Python Vector.to_data Beispiele

Beispiel #1

class PrintPoint(object):
    """
    A PrintPoint consists of a compas.geometry.Point,
    and additional attributes related to the printing process.

    Attributes
    ----------
    pt: :class:`compas.geometry.Point`
        A compas Point consisting out of x, y, z coordinates.
    layer_height: float
        The distance between the point on this layer and the previous layer.
        For planar slicing this is the vertical distance, for curved slicing this is absolute distance.
    mesh_normal: :class:`compas.geometry.Vector`
        Normal of the mesh at this PrintPoint.
        For planar_slicing it is the projection of the normal on the XY plane.
        # TODO: should we change that?
    up_vector: :class:`compas.geometry.Vector`
        Vector in up direction. For planar slicing this corresponds to the z axis, for curved slicing it varies.
    frame: :class:`compas.geometry.Frame`
        Frame with x-axis pointing up, y-axis pointing towards the mesh normal.
    extruder_toggle: bool
        True if extruder should be on (when printing), False if it should be off (when travelling).
    velocity: float
        Velocity to use for printing (print speed), in mm/s.
    wait_time: float
        Time in seconds to wait at this PrintPoint.
    """
    def __init__(self, pt, layer_height, mesh_normal):
        assert isinstance(pt, compas.geometry.Point)
        assert isinstance(mesh_normal, compas.geometry.Vector)
        assert layer_height

        #  --- basic printpoint
        self.pt = pt
        self.layer_height = layer_height

        self.mesh_normal = mesh_normal  # compas.geometry.Vector
        self.up_vector = Vector(0, 0, 1)  # default value that can be updated
        self.frame = self.get_frame()  # compas.geometry.Frame

        #  --- attributes transferred from the mesh (vertex / face attributes)
        self.attributes = {}  # dict. To fill this in,

        #  --- print_organization related attributes
        self.extruder_toggle = None  # bool
        self.velocity = None  # float (mm/s)
        self.wait_time = None  # float (sec)
        self.blend_radius = None  # float (mm)

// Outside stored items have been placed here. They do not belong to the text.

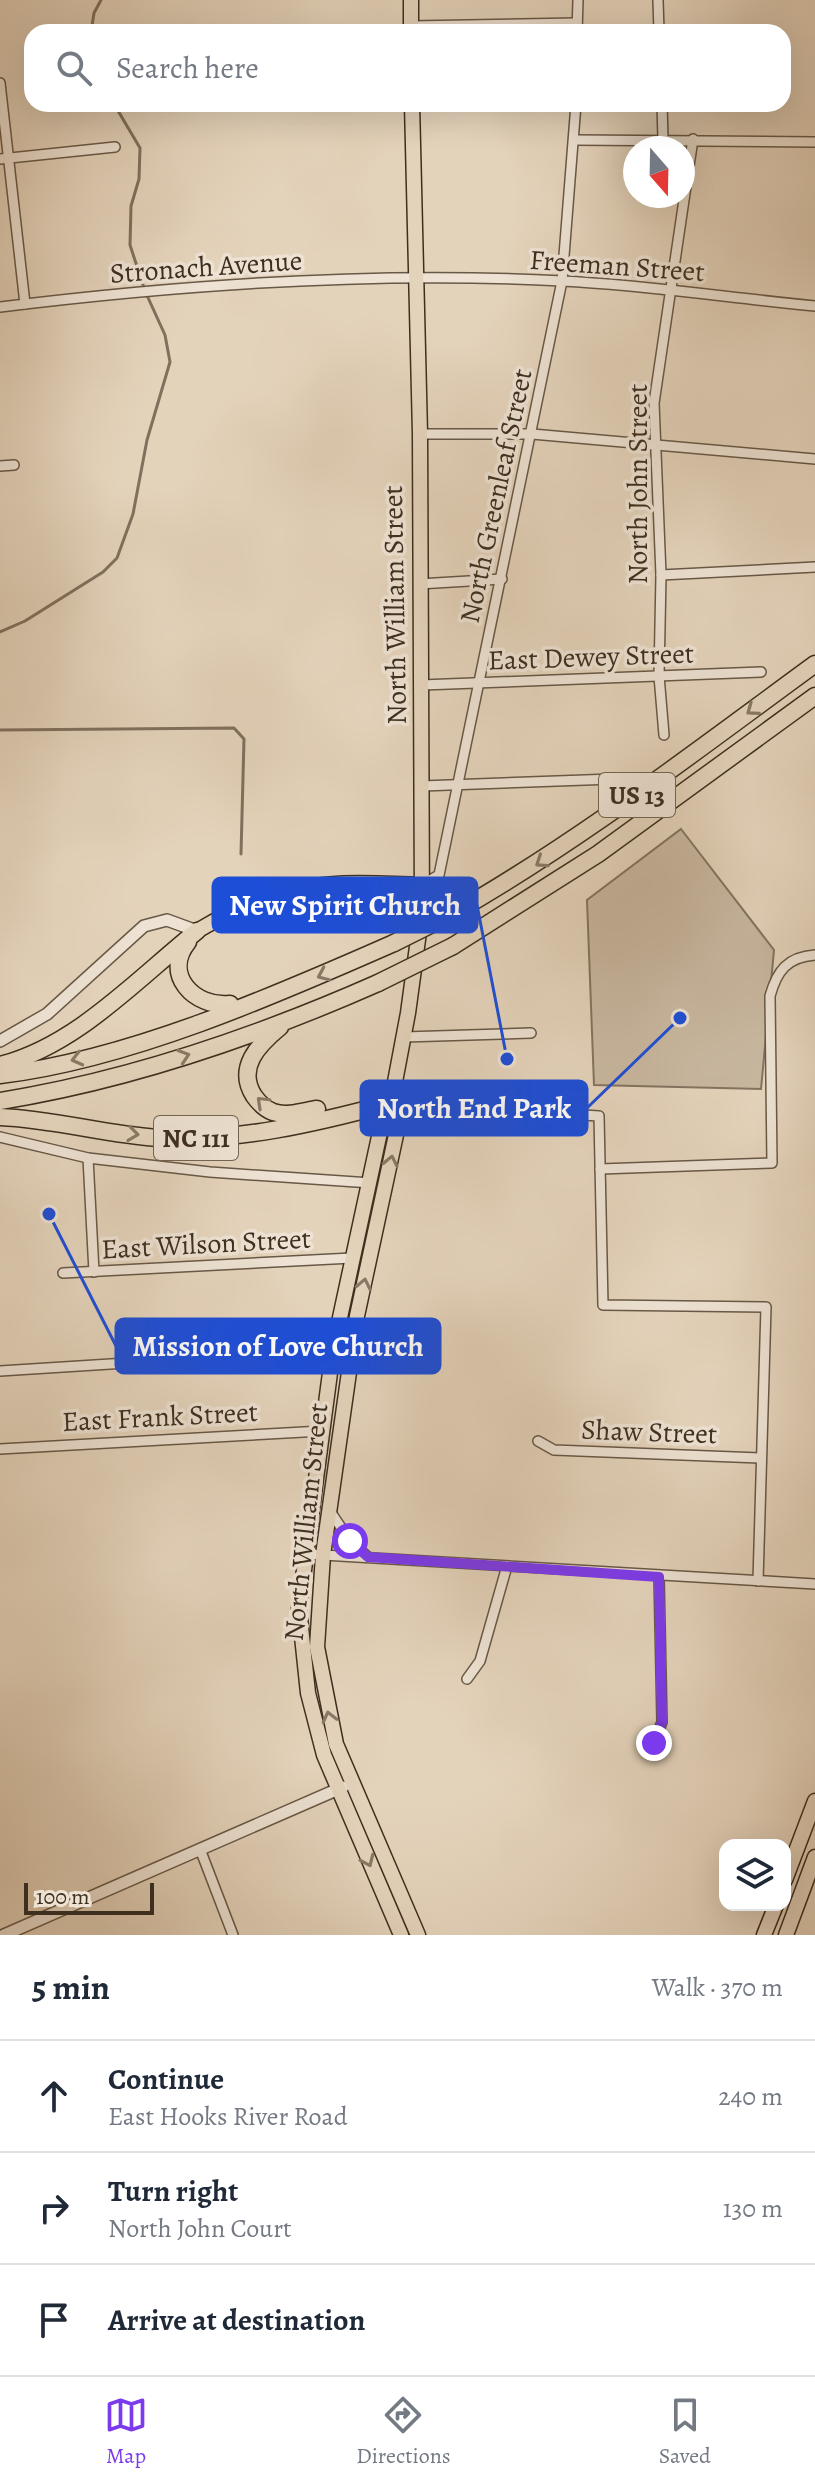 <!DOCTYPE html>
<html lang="en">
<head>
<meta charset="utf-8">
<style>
  :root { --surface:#fff; --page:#f2f2f3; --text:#1f2937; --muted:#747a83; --line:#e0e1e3; --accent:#7c3aed }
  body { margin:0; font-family:Alegreya,serif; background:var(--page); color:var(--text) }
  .controls { position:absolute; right:24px; bottom:24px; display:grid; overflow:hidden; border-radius:16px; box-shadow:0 8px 32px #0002 }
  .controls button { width:72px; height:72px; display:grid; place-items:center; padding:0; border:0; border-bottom:2px solid var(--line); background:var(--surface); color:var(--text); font:40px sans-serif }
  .compass { position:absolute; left:623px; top:136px; width:72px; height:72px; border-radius:50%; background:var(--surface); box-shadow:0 8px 32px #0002; rotate:160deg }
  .scale { position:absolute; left:24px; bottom:20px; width:130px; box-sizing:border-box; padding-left:8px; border:4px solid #3e2f1f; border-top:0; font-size:22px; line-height:28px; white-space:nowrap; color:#3e2f1f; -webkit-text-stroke:6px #ede2d3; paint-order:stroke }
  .stop { position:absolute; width:24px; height:24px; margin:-18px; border:6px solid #7c3aed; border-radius:50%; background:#fff }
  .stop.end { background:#7c3aed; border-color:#fff; box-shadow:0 2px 8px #0008 }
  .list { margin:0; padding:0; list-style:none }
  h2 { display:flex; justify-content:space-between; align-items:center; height:104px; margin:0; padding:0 32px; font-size:34px }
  h2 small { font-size:26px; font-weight:400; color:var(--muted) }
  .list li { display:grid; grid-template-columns:52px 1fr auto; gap:24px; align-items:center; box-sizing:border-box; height:112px; padding:0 32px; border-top:2px solid var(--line) }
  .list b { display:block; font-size:30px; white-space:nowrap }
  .list p { margin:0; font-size:26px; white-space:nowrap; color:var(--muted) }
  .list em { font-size:26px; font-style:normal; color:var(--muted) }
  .icon { flex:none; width:44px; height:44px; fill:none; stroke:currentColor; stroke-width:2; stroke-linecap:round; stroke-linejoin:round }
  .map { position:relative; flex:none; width:815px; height:1935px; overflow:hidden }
  .search { position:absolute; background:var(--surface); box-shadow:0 8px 32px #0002; left:24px; right:24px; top:24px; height:88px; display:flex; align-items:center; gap:20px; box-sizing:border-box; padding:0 28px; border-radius:24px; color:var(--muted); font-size:30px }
  .sheet { height:440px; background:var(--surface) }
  nav { display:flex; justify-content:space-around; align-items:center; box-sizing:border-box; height:112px; border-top:2px solid var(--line); background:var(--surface); font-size:22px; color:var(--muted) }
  nav a { display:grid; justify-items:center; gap:4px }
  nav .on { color:var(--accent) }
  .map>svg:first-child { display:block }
</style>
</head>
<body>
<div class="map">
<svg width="815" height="1935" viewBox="0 0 815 1935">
  <rect width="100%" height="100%" fill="#e4d3bb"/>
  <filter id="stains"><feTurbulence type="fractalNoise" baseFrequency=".0025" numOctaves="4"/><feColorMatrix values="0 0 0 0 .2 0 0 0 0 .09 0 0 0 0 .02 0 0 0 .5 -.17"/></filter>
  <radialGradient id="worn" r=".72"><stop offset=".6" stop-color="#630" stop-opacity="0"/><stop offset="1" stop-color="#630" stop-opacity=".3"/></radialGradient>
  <polygon fill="#c8b7a0" stroke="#837360" stroke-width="2" points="681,829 774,950 761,1089 594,1085 587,900"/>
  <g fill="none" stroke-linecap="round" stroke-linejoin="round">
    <g stroke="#80705d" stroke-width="3">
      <polyline points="91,32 94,13 101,0"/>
      <polyline points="0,632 25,621 103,572 117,558 133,514 147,440 170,362 165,335 145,291 130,245 131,206 139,179 140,148 114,104"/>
      <polyline points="0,730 234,728 244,739 241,854"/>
    </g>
    <defs>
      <g id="minor">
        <polyline points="658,0 659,32"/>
        <polyline points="411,26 577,23"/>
        <polyline points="577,32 578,0"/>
        <polyline points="0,83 25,304"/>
        <polyline points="662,104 663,139"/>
        <polyline points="575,140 815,142"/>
        <polyline points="0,159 115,147"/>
        <path d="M0,307C186,284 375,271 562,281C646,285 731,298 815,306"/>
        <polyline points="420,434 532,434 815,459"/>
        <polyline points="0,466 14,465"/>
        <polyline points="661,575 815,567"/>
        <polyline points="419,584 502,579"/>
        <polyline points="422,685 761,672"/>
        <polyline points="664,735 659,676 661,575 654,403 693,139"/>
        <polyline points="422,786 613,779"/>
        <polyline points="422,885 439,875 562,281 576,104"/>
        <polyline points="404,1037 531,1033"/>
        <polyline points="391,1103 599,1116 603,1305 766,1307 758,1581"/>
        <polyline points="0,1137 88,1158 210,1172 371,1183"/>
        <polyline points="88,1158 94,1272"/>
        <path d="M600,1169L772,1163L770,996C777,971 787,957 815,955"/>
        <polyline points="63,1273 352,1258"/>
        <polyline points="0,1371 333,1350"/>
        <polyline points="538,1441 554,1450 760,1458"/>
        <polyline points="0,1449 322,1431"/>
        <polyline points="330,1511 350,1541 368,1557"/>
        <polyline points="306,1554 815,1584"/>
        <polyline points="467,1679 480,1661 507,1566"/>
        <polyline points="654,1743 662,1722 659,1577"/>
        <polyline points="200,1849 233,1935"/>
      </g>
      <g id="tertiary">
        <polyline points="0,1041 47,1014 144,926 167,920 197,931"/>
        <polyline points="4,1935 343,1787"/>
      </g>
      <g id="primary">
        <polyline points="411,0 411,32"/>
        <path d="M197,931C284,880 323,881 422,885"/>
        <polyline points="391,1103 399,1121 357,1316 323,1555 317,1647 336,1744 418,1935"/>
        <polyline points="785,1880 815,1801"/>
        <polyline points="401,1935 324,1755 308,1693 299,1608 333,1350 383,1118 391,1103 408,1013 422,910 420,434 412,104"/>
        <polyline points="764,1935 776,1905"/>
        <polyline points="786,1935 815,1857"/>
      </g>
      <g id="motorway">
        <path d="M452,914C580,841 696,751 815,664"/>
        <path d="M188,942C162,974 194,1008 230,1004"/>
        <polyline points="453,946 598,854 815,696"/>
        <path d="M280,1027C258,1045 236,1068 254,1096C259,1103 265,1109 273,1112C287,1117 304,1111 317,1109"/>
        <path d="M0,1065C76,1046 137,979 197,931"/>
        <path d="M0,1075C128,1060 276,995 394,943"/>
        <path d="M0,1101C131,1080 258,1036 378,983"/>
        <path d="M0,1117C54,1119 106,1135 159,1138C236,1142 317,1123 391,1103"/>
      </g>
    </defs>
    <use href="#minor" stroke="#685846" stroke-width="12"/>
    <use href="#tertiary" stroke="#685846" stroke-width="14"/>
    <use href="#primary" stroke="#3e2f1f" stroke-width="17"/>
    <use href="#motorway" stroke="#3e2f1f" stroke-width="19"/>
    <use href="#minor" stroke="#ede2d3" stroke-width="9"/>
    <use href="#tertiary" stroke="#ede2d3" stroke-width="11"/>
    <use href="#primary" stroke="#e4d3bb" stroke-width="14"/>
    <use href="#motorway" stroke="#e4d3bb" stroke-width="16"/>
    <defs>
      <g id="motorway-bridge">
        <polyline points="394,943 452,914"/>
        <polyline points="378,983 453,946"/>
      </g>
    </defs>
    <use href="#motorway-bridge" stroke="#3e2f1f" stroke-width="19" stroke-linecap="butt"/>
    <use href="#motorway-bridge" stroke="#e4d3bb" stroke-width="16"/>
  </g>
  <defs><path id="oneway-chevron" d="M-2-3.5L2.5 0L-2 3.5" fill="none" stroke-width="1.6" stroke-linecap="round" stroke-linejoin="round" transform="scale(2)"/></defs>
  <g stroke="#897965">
    <use href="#oneway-chevron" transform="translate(752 710) rotate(144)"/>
    <use href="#oneway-chevron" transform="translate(541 862) rotate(146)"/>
    <use href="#oneway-chevron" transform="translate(323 975) rotate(156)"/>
    <use href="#oneway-chevron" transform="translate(184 1056) rotate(-18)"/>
    <use href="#oneway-chevron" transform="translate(77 1059) rotate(166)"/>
    <use href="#oneway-chevron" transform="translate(262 1102) rotate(-136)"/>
    <use href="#oneway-chevron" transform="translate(133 1134) rotate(8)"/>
    <use href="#oneway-chevron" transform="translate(391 1161) rotate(-78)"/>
    <use href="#oneway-chevron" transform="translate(364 1284) rotate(-78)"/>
    <use href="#oneway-chevron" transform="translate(329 1717) rotate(-104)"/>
    <use href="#oneway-chevron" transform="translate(368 1861) rotate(66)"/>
  </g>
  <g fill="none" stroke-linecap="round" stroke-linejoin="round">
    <polyline stroke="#7c3aed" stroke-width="10" points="350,1541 368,1557 659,1577 662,1722 654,1743"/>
  </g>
  <g text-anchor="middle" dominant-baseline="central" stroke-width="7" stroke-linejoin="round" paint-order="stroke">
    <g fill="#ede2d3" stroke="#726555" stroke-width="2">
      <rect x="599" y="773" width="76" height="44" rx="6"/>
      <rect x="154" y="1116" width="84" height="44" rx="6"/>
    </g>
    <g font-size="26" font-weight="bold" fill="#3e2f1f">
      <text x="637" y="795">US 13</text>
      <text x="196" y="1138">NC 111</text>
    </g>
    <g font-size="28" fill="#3e2f1f" stroke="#ede2d3">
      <text transform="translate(617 266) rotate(4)">Freeman Street</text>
      <text transform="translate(206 267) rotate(-4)">Stronach Avenue</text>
      <text transform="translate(638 484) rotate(-90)">North John Street</text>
      <text transform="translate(496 496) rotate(-78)">North Greenleaf Street</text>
      <text transform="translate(395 605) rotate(-91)">North William Street</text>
      <text transform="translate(591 657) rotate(-2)">East Dewey Street</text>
      <text transform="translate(206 1244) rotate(-3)">East Wilson Street</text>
      <text transform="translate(160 1417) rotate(-3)">East Frank Street</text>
      <text transform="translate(649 1432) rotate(2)">Shaw Street</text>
      <text transform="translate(306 1522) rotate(-84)">North William Street</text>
    </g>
  </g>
  <path fill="none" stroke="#1d4ed8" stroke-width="3" d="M507 1059L477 905M680 1018L587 1108M49 1214L116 1346"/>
  <g fill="#1d4ed8" stroke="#ede2d3" stroke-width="3">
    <circle cx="507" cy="1059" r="8"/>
    <circle cx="680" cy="1018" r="8"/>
    <circle cx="49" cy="1214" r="8"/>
  </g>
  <g fill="#1d4ed8" stroke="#1d4ed8" stroke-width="3">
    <rect x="213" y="878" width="264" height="54" rx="8"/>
    <rect x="361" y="1081" width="226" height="54" rx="8"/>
    <rect x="116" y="1319" width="324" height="54" rx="8"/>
  </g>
  <g font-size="30" text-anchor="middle" font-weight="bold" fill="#fff">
    <text x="345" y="915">New Spirit Church</text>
    <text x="474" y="1118">North End Park</text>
    <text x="278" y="1356">Mission of Love Church</text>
  </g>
  <rect width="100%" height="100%" filter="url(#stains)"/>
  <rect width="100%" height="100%" fill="url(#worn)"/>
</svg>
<div class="controls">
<button><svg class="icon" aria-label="layers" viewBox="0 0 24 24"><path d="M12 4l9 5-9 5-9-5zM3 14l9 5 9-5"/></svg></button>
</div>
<svg class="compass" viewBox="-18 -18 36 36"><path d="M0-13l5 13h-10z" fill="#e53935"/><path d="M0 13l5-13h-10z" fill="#747a83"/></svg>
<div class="scale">100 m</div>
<div class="stop" style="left:350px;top:1541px"></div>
<div class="stop end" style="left:654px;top:1743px"></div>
<div class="search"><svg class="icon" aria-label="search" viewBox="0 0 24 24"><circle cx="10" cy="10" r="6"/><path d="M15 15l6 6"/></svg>Search here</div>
</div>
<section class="sheet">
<h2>5 min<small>Walk · 370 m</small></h2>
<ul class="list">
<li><svg class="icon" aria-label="ahead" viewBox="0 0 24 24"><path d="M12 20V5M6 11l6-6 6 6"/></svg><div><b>Continue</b><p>East Hooks River Road</p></div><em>240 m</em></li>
<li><svg class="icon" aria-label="right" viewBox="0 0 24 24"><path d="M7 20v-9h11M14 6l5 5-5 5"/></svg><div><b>Turn right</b><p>North John Court</p></div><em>130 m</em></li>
<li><svg class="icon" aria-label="arrive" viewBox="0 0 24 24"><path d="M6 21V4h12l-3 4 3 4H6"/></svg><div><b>Arrive at destination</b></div></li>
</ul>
</section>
<nav>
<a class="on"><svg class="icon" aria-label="map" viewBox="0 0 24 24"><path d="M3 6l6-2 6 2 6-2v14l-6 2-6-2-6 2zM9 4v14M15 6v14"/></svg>Map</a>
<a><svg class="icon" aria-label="directions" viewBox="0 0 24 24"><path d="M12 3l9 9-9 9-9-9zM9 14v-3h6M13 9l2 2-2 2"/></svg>Directions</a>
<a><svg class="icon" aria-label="saved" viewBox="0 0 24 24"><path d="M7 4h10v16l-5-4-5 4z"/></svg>Saved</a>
</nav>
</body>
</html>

        #  --- relation to support
        self.closest_support_pt = None  # <compas.geometry.Point>
        self.distance_to_support = None  # float

        self.is_feasible = True  # bool

    def __repr__(self):
        x, y, z = self.pt[0], self.pt[1], self.pt[2]
        return "<PrintPoint object at (%.2f, %.2f, %.2f)>" % (x, y, z)

    def get_frame(self):
        """ Returns a Frame with x-axis pointing up, y-axis pointing towards the mesh normal. """
        if abs(dot_vectors(self.up_vector, self.mesh_normal)
               ) < 1.0:  # if the normalized vectors are not co-linear
            c = cross_vectors(self.up_vector, self.mesh_normal)
            return Frame(self.pt, c, self.mesh_normal)
        else:  # in horizontal surfaces the vectors happen to be co-linear
            return Frame(self.pt, Vector(1, 0, 0), Vector(0, 1, 0))

    #################################
    #  --- To data , from data
    def to_data(self):
        """Returns a dictionary of structured data representing the data structure.
        TODO: The attributes of the printpoints are not saved in the dictionary because they can be non-Json
        serializable. Find a solution for this.

        Returns
        -------
        dict
            The PrintPoints' data.

        """
        point = {
            'point': [self.pt[0], self.pt[1], self.pt[2]],
            'layer_height':
            self.layer_height,
            'mesh_normal':
            self.mesh_normal.to_data(),
            'up_vector':
            self.up_vector.to_data(),
            'frame':
            self.frame.to_data(),
            'extruder_toggle':
            self.extruder_toggle,
            'velocity':
            self.velocity,
            'wait_time':
            self.wait_time,
            'blend_radius':
            self.blend_radius,
            'closest_support_pt':
            self.closest_support_pt.to_data()
            if self.closest_support_pt else None,
            'distance_to_support':
            self.distance_to_support,
            'is_feasible':
            self.is_feasible,
            'attributes':
            utils.get_jsonable_attributes(self.attributes)
        }
        return point

    @classmethod
    def from_data(cls, data):
        """Construct a PrintPoint from its data representation.

        Parameters
        ----------
        data: dict
            The data dictionary.

        Returns
        -------
        layer
            The constructed PrintPoint.

        """

        pp = cls(pt=Point.from_data(data['point']),
                 layer_height=data['layer_height'],
                 mesh_normal=Vector.from_data(data['mesh_normal']))

        pp.up_vector = Vector.from_data(data['up_vector'])
        pp.frame = Frame.from_data(data['frame'])

        pp.extruder_toggle = data['extruder_toggle']
        pp.velocity = data['velocity']
        pp.wait_time = data['wait_time']
        pp.blend_radius = data['blend_radius']

        pp.closest_support_pt = Point.from_data(data['closest_support_pt'])
        pp.distance_to_support = data['distance_to_support']

        pp.is_feasible = data['is_feasible']

        pp.attributes = data['attributes']
        return pp